Could you help me solve the following equation:

$2^x + 5^y = k^2$

where $x, y, k$ are integers.

I know the only solutions are (3,0,3) and (2,1,3). The problem is - I don't know how to prove it. Please help.

2. ## Re: Equation with exponents

I understand your problem well. You can find an expression for x,y and k.

$2^x+5^y=k^2$

$2^x =k^2 - 5^y$

$x =\frac{\ln{(k^2 - 5^y)}}{\ln(2)}$

Similarly,

$y =\frac{\ln{(k^2 - 2^x)}}{\ln(5)}$

$k=\sqrt{2^x+5^y}$

3. ## Re: Equation with exponents

Thanks, but could you tell me where do those three equations lead to?

4. ## Re: Equation with exponents

y=0,1
k=3
Therefore x=ln(9-5)/ln(2)=2
And x=ln(9-1)/ln(2)=3

Similarly find the values for y and k. But remenber you cant find the values of three variables from just 1 equation.

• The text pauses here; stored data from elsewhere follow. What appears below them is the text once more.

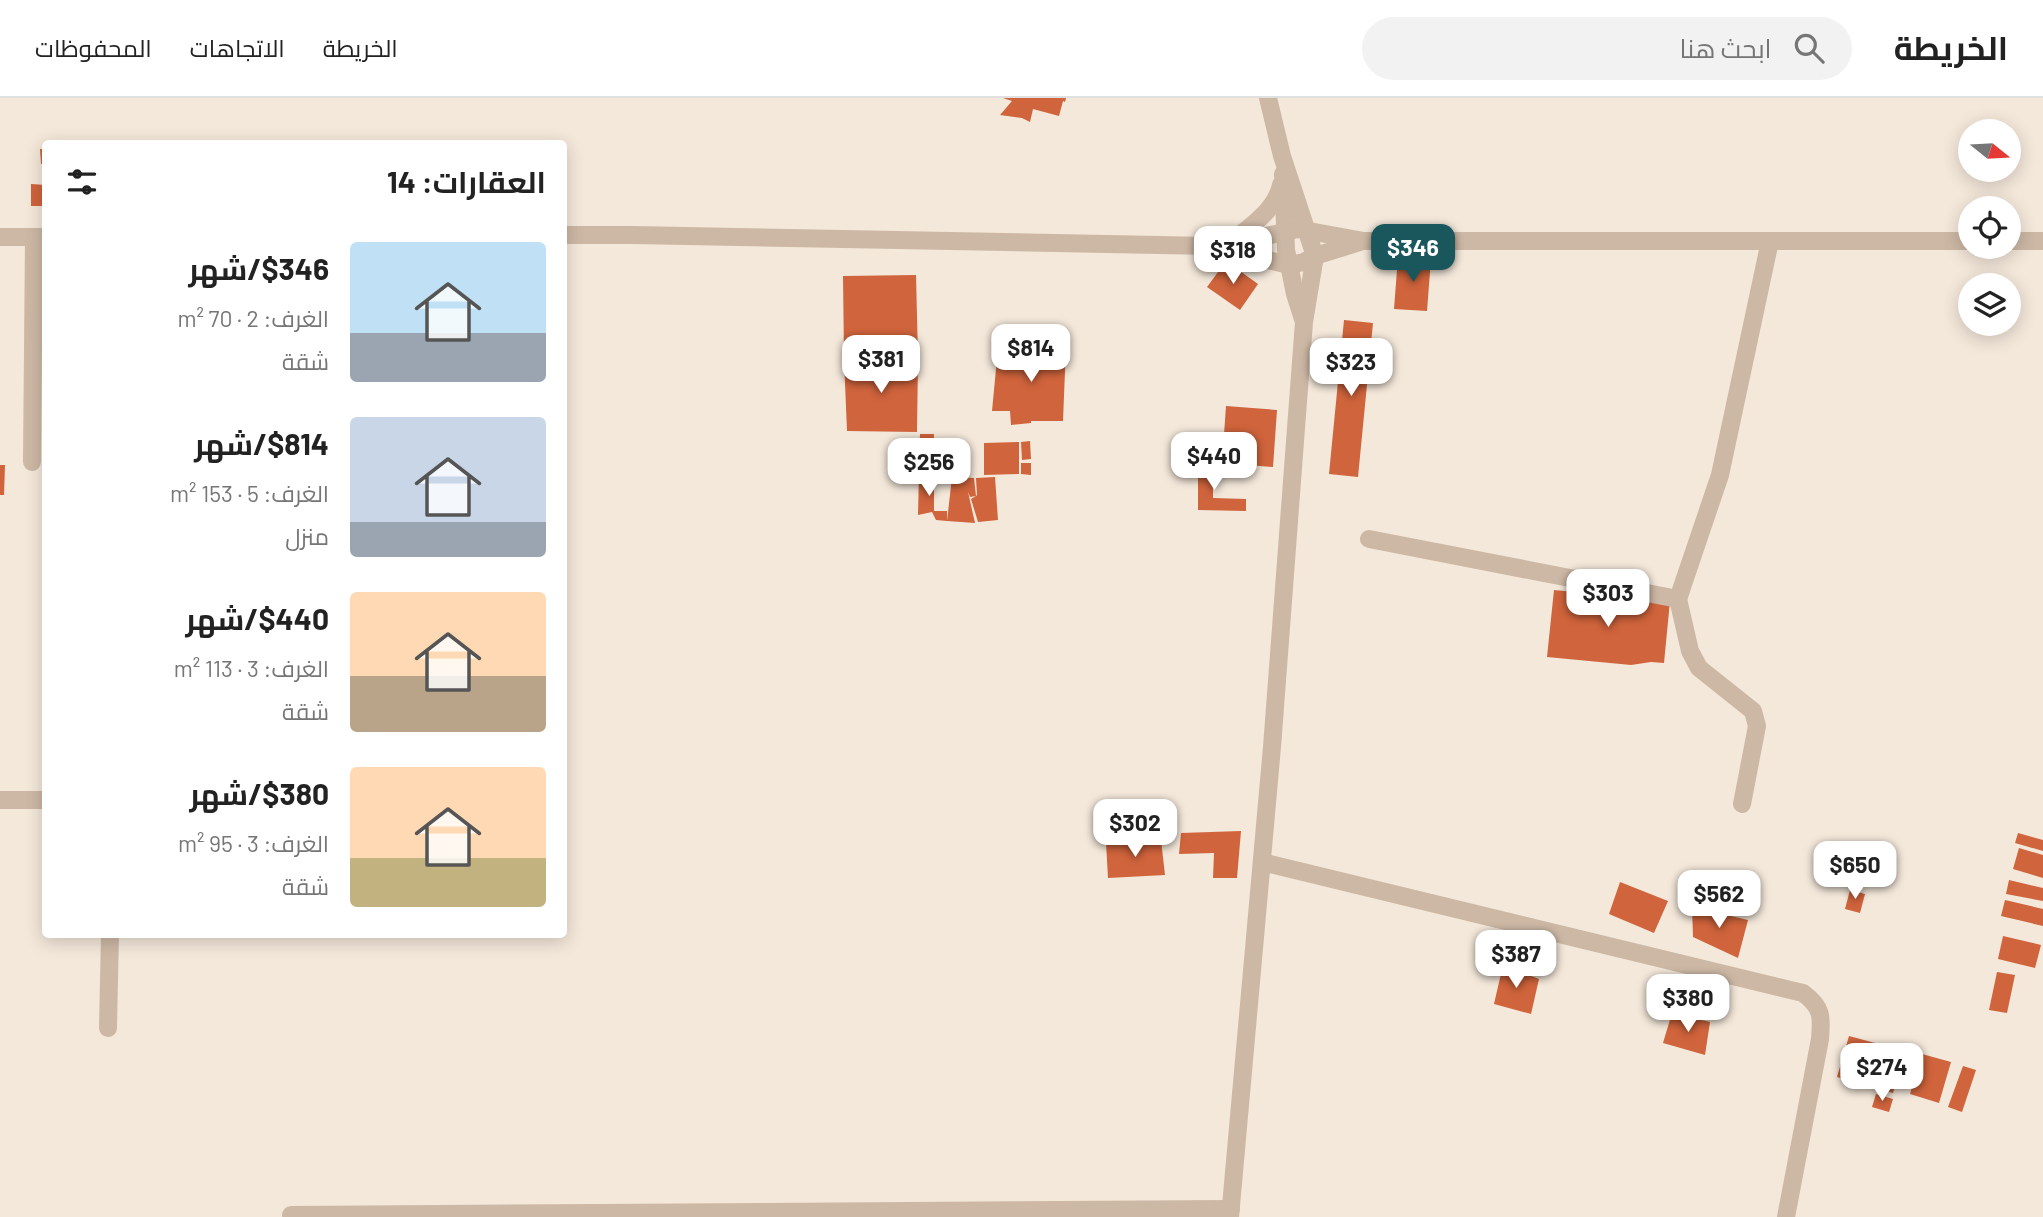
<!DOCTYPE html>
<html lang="ar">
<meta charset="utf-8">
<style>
body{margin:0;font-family:Barlow,Cairo,sans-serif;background:#f2f2f2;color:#222;direction:rtl;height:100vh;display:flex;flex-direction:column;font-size:26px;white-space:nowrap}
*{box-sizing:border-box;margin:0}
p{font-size:23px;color:#767676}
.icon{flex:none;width:38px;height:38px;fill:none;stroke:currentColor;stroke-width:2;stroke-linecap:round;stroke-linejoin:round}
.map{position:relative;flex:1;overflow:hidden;direction:ltr}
.drawer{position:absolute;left:42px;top:42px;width:525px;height:798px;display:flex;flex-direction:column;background:#fff;border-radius:7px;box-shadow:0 4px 18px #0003;direction:rtl}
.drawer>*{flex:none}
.needle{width:46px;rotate:108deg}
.controls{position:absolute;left:1958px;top:21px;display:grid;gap:14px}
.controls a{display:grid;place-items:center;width:63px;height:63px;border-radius:50%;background:#fff;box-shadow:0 4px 18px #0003;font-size:35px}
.price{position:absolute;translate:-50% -60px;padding:0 16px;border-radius:14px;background:#fff;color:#222;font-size:23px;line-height:46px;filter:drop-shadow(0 2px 4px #0008)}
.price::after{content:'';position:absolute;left:50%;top:42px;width:21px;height:16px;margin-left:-10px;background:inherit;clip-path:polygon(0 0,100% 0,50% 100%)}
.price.current{background:#19575d;color:#fff}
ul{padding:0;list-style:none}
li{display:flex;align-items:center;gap:21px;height:175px;padding:0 21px}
li span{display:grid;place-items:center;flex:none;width:196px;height:140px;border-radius:7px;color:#555}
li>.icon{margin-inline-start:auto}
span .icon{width:84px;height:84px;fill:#fffc;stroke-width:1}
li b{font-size:30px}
h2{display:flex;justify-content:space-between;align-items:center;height:84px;padding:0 21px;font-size:30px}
header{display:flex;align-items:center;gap:42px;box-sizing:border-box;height:98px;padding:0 35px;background:#fff;border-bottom:2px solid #e0e0e0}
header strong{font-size:33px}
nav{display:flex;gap:38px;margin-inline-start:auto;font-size:24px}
.search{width:490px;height:63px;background:#f2f2f2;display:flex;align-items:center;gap:18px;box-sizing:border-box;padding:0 24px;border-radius:38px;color:#767676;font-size:26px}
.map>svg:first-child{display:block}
.building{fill:#d0643c}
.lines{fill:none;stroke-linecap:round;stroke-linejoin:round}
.minor{stroke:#cdb8a5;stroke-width:18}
</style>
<header>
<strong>الخريطة</strong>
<div class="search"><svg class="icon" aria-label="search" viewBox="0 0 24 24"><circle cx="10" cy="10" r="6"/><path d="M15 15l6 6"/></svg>ابحث هنا</div>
<nav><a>الخريطة</a><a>الاتجاهات</a><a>المحفوظات</a></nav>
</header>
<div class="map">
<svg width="2043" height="1119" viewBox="0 0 2043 1119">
<rect width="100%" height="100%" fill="#f4e8da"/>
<!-- building -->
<g class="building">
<polygon points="1003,0 1066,0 1065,4 1063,3 1059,18 1033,11 1030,24 1022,20 1000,17 1012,3"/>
<polygon points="40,51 46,51 46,66 41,66"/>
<polygon points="31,86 46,87 46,108 31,108"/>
<polygon points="1398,159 1431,161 1427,213 1394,211"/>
<polygon points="1221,170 1237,171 1258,186 1240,212 1207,189"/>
<polygon points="916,177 918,259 844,258 843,178"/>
<polygon points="1344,222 1373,225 1358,379 1329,376"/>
<polygon points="1066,248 1063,323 1031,323 1031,325 1011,327 1010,313 992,313 998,250"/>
<polygon points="844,261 918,262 917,334 847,333"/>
<polygon points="1226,308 1277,312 1273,369 1222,365"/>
<polygon points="920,336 934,336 933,361 919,361"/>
<polygon points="1030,343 1031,361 1022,362 1021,344"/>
<polygon points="1019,344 1019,376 984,377 984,345"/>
<polygon points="1021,365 1031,365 1031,377 1021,376"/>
<polygon points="1198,365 1217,365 1217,375 1213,375 1213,400 1246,401 1246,413 1198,412"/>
<polygon points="0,367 5,367 4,397 0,397"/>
<polygon points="919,376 934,377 934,413 947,413 947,423 936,422 932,414 918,417"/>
<polygon points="952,379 974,380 976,398 977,397 976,380 995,379 998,422 978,424 971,401 976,398 970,399 968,394 975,425 947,423"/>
<polygon points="1554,492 1670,503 1664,565 1651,564 1631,567 1547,559"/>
<polygon points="1241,733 1237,780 1213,780 1214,755 1179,756 1181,735"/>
<polygon points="2018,735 2043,742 2043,753 2015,745"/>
<polygon points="1161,742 1165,777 1108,780 1106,745"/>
<polygon points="2019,750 2043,757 2043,780 2013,771"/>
<polygon points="2009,782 2043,790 2043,803 2006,796"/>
<polygon points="1620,784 1668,803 1654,835 1609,816"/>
<polygon points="1850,792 1865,796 1860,815 1845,811"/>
<polygon points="2005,802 2043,811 2043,828 2001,818"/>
<polygon points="1692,809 1748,822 1738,860 1693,839"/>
<polygon points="2003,838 2041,847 2035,870 1998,861"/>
<polygon points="1503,867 1539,881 1531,916 1494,906"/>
<polygon points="1997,874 2015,877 2007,915 1989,912"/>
<polygon points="1672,915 1710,924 1705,957 1663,945"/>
<polygon points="1849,938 1905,953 1893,995 1837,979"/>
<polygon points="1922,956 1951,964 1939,1005 1910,996"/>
<polygon points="1963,968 1976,972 1962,1014 1948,1009"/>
<polygon points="1876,996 1893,1001 1889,1014 1872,1009"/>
</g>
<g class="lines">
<!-- minor -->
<g class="minor">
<polyline points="1283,76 1286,152 1295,196 1303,221"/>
<polyline points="564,137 633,137 1211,148 1229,146 1298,131 1364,143 1970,143"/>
<polyline points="0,139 45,139"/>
<polyline points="2009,143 2043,143"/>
<path d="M 1232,144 C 1251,127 1275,113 1281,87"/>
<polyline points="1223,151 1289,167 1304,164 1315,158 1360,144"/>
<polyline points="32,364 34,139"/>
<polyline points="1369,441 1678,501 1720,377 1770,143"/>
<polyline points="1678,501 1690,553 1699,570 1753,613 1757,628 1742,706"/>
<polyline points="0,702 46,702"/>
<path d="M 1262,764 L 1803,895 C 1822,909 1822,918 1820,941 L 1786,1119"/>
<polyline points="108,930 110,836"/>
<polyline points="291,1117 1231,1111"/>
<polyline points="1230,1119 1272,649 1304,224 1315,158 1282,58 1268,0"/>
</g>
</g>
</svg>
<div class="controls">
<a><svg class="needle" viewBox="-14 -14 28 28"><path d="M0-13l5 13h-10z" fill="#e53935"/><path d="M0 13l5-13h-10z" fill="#767676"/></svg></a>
<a><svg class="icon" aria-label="locate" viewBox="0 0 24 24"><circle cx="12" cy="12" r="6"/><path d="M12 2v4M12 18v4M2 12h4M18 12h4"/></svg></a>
<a><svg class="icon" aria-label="layers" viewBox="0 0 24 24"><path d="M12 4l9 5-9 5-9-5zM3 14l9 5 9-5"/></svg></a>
</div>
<b class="price current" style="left:1413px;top:186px">$346</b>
<b class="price" style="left:1233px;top:188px">$318</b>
<b class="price" style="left:1031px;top:286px">$814</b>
<b class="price" style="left:881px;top:297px">$381</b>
<b class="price" style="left:1351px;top:300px">$323</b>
<b class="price" style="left:1214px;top:394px">$440</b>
<b class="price" style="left:929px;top:400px">$256</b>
<b class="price" style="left:1608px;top:531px">$303</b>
<b class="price" style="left:1135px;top:761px">$302</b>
<b class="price" style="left:1855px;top:803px">$650</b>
<b class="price" style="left:1719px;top:832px">$562</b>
<b class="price" style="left:1516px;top:892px">$387</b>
<b class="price" style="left:1688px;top:936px">$380</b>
<b class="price" style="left:1882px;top:1005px">$274</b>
<section class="drawer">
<h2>العقارات: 14<svg class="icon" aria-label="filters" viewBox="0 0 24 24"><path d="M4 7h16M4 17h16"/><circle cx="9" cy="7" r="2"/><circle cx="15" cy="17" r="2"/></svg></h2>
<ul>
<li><span style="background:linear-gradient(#bfe0f5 65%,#9aa5b1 0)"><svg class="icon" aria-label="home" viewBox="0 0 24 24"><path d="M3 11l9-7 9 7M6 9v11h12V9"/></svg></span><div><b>$346/شهر</b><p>الغرف: 2 · 70 m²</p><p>شقة</p></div></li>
<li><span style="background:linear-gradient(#c9d6e8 75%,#9aa5b1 0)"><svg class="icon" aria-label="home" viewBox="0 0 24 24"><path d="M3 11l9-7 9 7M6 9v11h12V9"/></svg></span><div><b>$814/شهر</b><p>الغرف: 5 · 153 m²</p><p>منزل</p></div></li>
<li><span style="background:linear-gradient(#ffd9b3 60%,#b9a48a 0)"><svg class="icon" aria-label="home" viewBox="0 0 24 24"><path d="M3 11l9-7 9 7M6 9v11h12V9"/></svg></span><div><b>$440/شهر</b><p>الغرف: 3 · 113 m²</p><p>شقة</p></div></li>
<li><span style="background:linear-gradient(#ffd9b3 65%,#c2b280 0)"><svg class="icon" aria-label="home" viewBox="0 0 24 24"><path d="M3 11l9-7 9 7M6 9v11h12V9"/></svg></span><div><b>$380/شهر</b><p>الغرف: 3 · 95 m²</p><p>شقة</p></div></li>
</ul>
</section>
</div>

5. ## Re: Equation with exponents

Thank you very much for the hint. Could you please take a quick look at what I came up with as I was waiting for your reply?

If y=0, we have $2^x=k^2-1=(k+1)(k-1)$, so $k+1$ and $k-1$ are powers of 2, and the only powers of 2 that differ by 2 are 2 and 4, so (x,y,k)=(3,0,3).

If y>0, $2^x$ is a quadratic residue modulo 5, so x must be even. Hence $5^y=k^2-2^x=(k+2^{0,5x})(k-2^{0,5x})$. The factors are powers of 5, say $k+2^{0,5x}=5^m$ and $k-2^{0,5x}=5^n$.

We now have $5^m-5^n=2^{0,5x+1}$. Since the right side is not divisible by 5, we must have n=0(is it correct?). Then, for m=1, we get x=2, and so (x,y,k)=(2,1,3). But what next? How do I prove that there are no more solutions?